Celine’s Soho Salon:
The Anthology, Volume I
Edited by Lucy Tertia George
(108 pp, Wordville, £10.00, pb)

Celine’s Soho Salon is less of a traditional anthology and more of a literary-arts cabaret. Indeed, its Parisian born curator cites the French entertainment format as the inspiration for her events, which showcase new and established artists across spoken word, songs, poetry and performing arts. The eponymous Celine Hispiche is herself a writer/performer, something of an all-singing, all-dancing, one-woman variety show. Now based in London’s Soho, where she has a monthly programme on Soho Radio that celebrates diverse writing and performance, she’s previously performed stand-up comedy – including three years on the tough New York circuit – and developed musicals and other performances at events and festivals across the UK.  As the title of this slim book suggests, the salon is based in London’s Soho, but has been known to take to the road and even to cross the Irish Sea. The idea is that by performing experimental or nascent material to a live audience, both emerging and experienced artists can receive instant feedback in a supportive and inclusive atmosphere. This first volume is a written record of some of those performances, and is thematically laid out, arranged in acts and includes an interval, emulating a real performance. This gives the reader an immediate sense of being there and allows time for each piece to be taken in before continuing. Celine’s own A Lady of Soho, opens the set. It wittily renames Bloomsbury’s literary in-crowd the “Doomsbury Set” as it calls us to walk Soho’s streets “In the steps of bohemian ghosts”. This is an invitation to enter into that night’s theme by honouring the creative ghosts of salons past, the mistresses and masters of craft to who writers must pay homage even as they forge the new. Other pieces, also explore the idea of connections between the past, present and future, such as the “sacred spaces in time” that “[promise] Another new dawn” in Amina Jindani’s kite-shaped poem Wau Bulan. My personal favourite was Matt Harvey’s wonderfully absurd love story, Say it with Flowers. These are a tiny selection from a dazzling variety of ideas, themes and talent. Celine hopes that more volumes follow, and so do I. PP

By Eloghosa Osunde
(304pp, HarperCollins, £14.99, hb)

I emerged blinking into the light from Osunde’s debut novel, feeling I’d been spun head over heels through a wild dream of the Nigerian underworld, full of “shapeshifters, actors, invisibles, ghosts, magicians, outcasts, outsiders.” 

Narrated by Tatafo, sardonic sidekick to Èkó, the spirit of Lagos, these interlinked same-sex love stories are a fictional flowering in defiance of Nigeria’s 2014 bill of criminalisation against gay love, which effectively gave police open licence to harass, torture and imprison.

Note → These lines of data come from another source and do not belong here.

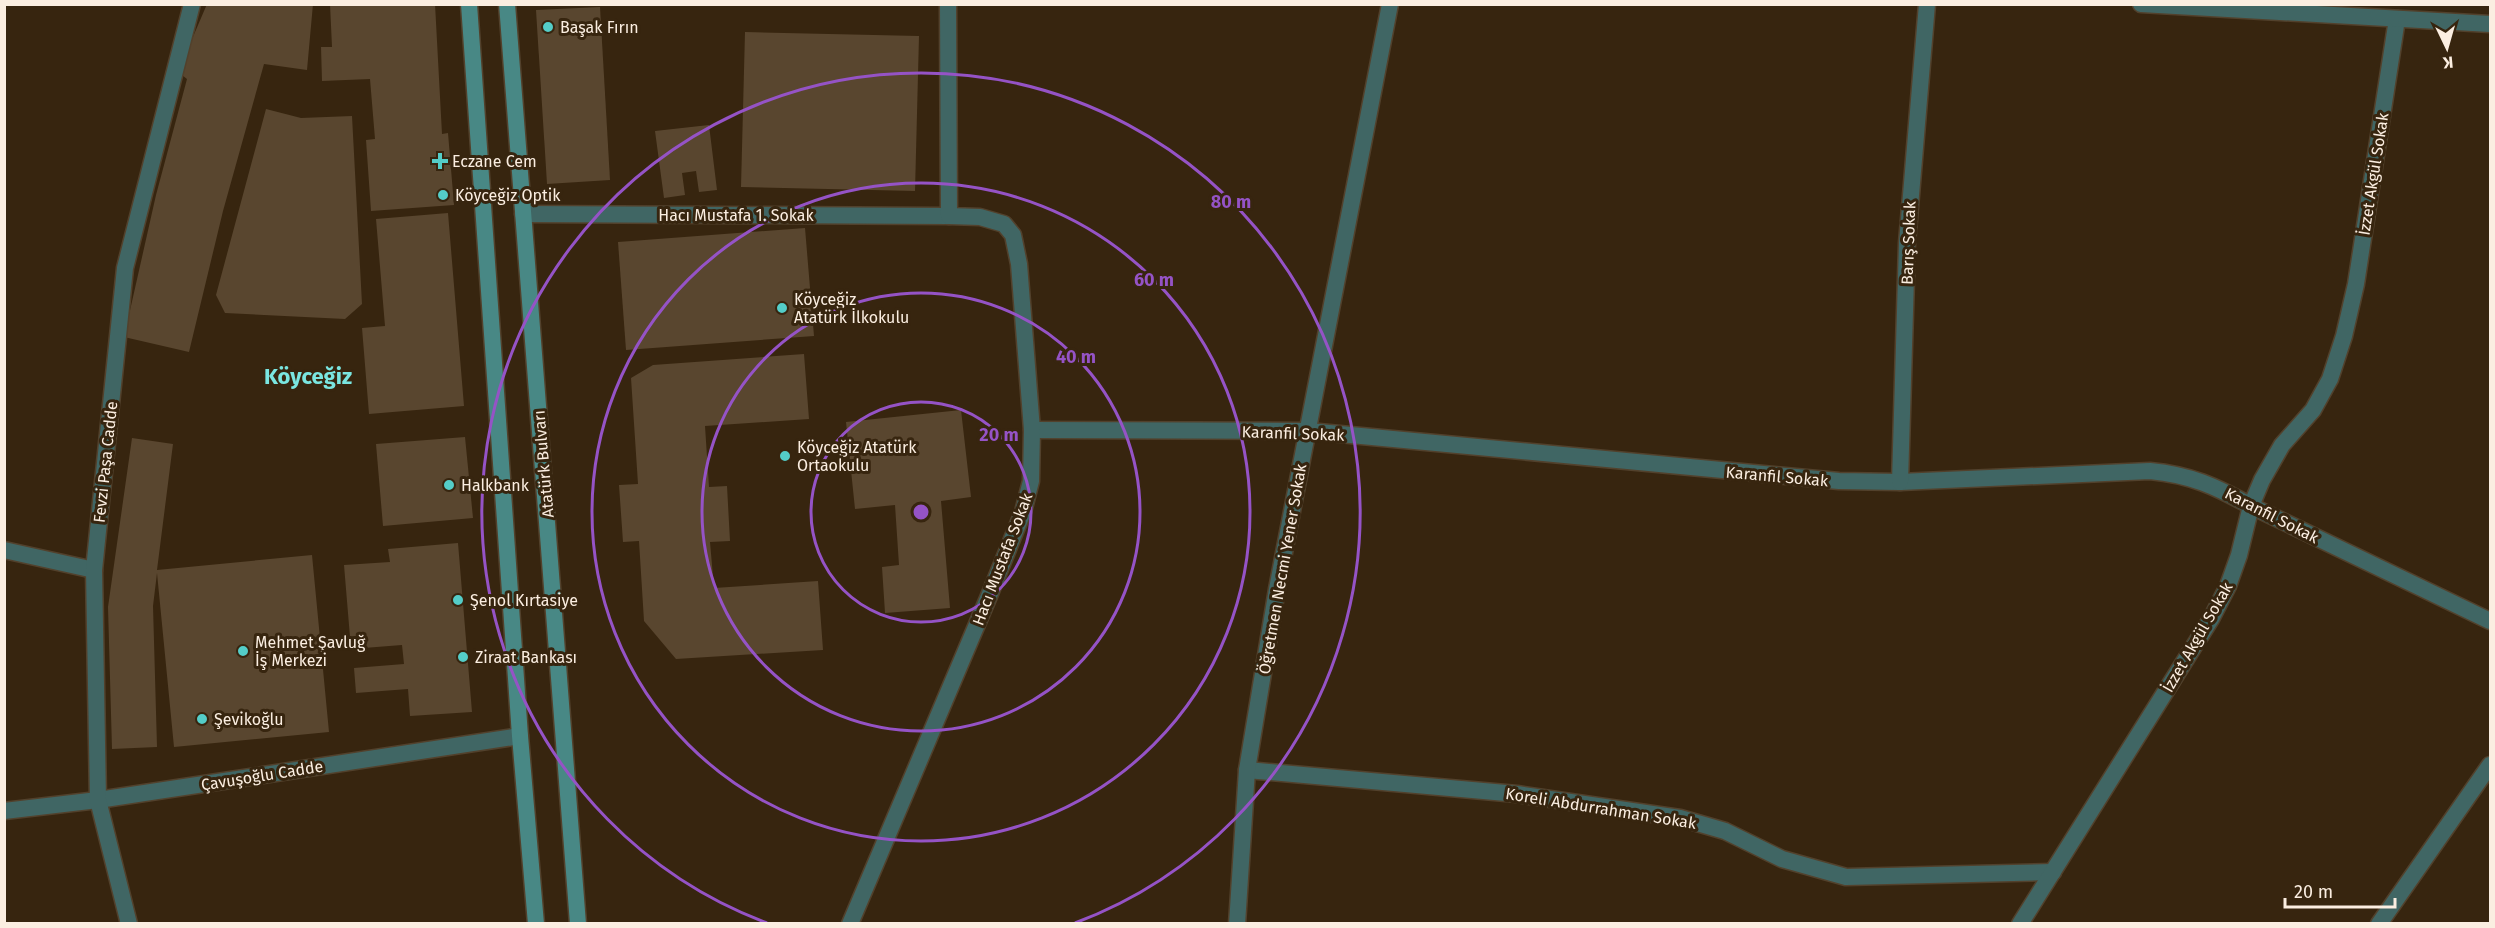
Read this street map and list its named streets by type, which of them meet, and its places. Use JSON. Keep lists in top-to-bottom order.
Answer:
{
  "streets": {
    "main road": ["Atatürk Bulvarı"],
    "street": [
      "İzzet Akgül Sokak",
      "Hacı Mustafa 1. Sokak",
      "Barış Sokak",
      "Karanfil Sokak",
      "Fevzi Paşa Cadde",
      "Hacı Mustafa Sokak",
      "Öğretmen Necmi Yener Sokak",
      "Çavuşoğlu Cadde",
      "Koreli Abdurrahman Sokak"
    ]
  },
  "crossings": [
    ["İzzet Akgül Sokak", "Karanfil Sokak"],
    ["İzzet Akgül Sokak", "Koreli Abdurrahman Sokak"],
    ["Hacı Mustafa 1. Sokak", "Atatürk Bulvarı"],
    ["Hacı Mustafa 1. Sokak", "Hacı Mustafa Sokak"],
    ["Barış Sokak", "Karanfil Sokak"],
    ["Karanfil Sokak", "Hacı Mustafa Sokak"],
    ["Karanfil Sokak", "Öğretmen Necmi Yener Sokak"],
    ["Fevzi Paşa Cadde", "Çavuşoğlu Cadde"],
    ["Öğretmen Necmi Yener Sokak", "Koreli Abdurrahman Sokak"]
  ],
  "districts": ["Köyceğiz"],
  "places": {
    "other": [
      "Başak Fırın",
      "Köyceğiz Optik",
      "Köyceğiz Atatürk İlkokulu",
      "Köyceğiz Atatürk Ortaokulu",
      "Halkbank",
      "Şenol Kırtasiye",
      "Mehmet Şavluğ İş Merkezi",
      "Ziraat Bankası",
      "Şevikoğlu"
    ],
    "health": ["Eczane Cem"]
  },
  "scale_bar": "20 m",
  "north": "bottom",
  "rings": [
    "80 m",
    "60 m",
    "40 m",
    "20 m"
  ]
}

As Tatafo explains: “I’m sure you must know that even as you speak, breathe, eat, live, love, there are people who since that date have been outsided, disblooded, unveined for daring to exist… People who are now alone in madhouses, behind bars, under the ground.”

Yet out of this repressive world, Osunde weaves transcendent moments of human connection. Although homosexual men and women are forced to be “unseen” to survive, she finds magic in their secret encounters.  “When Daisy freed Divine’s hands,” she writes, “they unhinged the world from its axes, touch by touch.”

But nowhere is safe – internalised homophobia corrodes even an underground lesbian club, where rich women luxuriate in the live performances and the available sex, yet behave badly to the workers.

 “Women can flay you, fray you to unrecognition, turn you outside-in so quickly you’ll forget to remember why you exist,” writes Osunde. “Women will hand you a bottomless well of pain with tears in their eyes. We can do anything; we can make mistakes; we are not immaculate just because we’ve been taught to be docile.”

While it seems as though only determined “life-grabbers” and “love-hunters” can survive this brutal environment, the most touching love stories are full of grace and vulnerability. 

“I remember this often,” writes Wura’s lover. “You stripping off your shame in front of me the day I told you I loved you but was afraid. I remember watching you slide it off your shoulders as easily as a silk robe, even though between me and you, we know that shame is a tougher fabric than damask.”

In such moments, Osunde’s resonant, sensual writing conjures hope.  BB

Remarkable Creatures
By Tracy Chevalier
(Audiobook read by Hattie Morahan, 9hr 15, £16.20)

Gently prompted to observe that International Women’s Day occurs this month, I was pleased (not to say “relieved”, or indeed “suffused with virtue”) to find I had recently purchased Tracy Chevalier’s Remarkable Creatures, a quadruple-whammy of womaninity in that it is written by a woman, read by a woman, and about a woman – and one, what’s more, roughly excised from early (and male-dominated) palaeontological history.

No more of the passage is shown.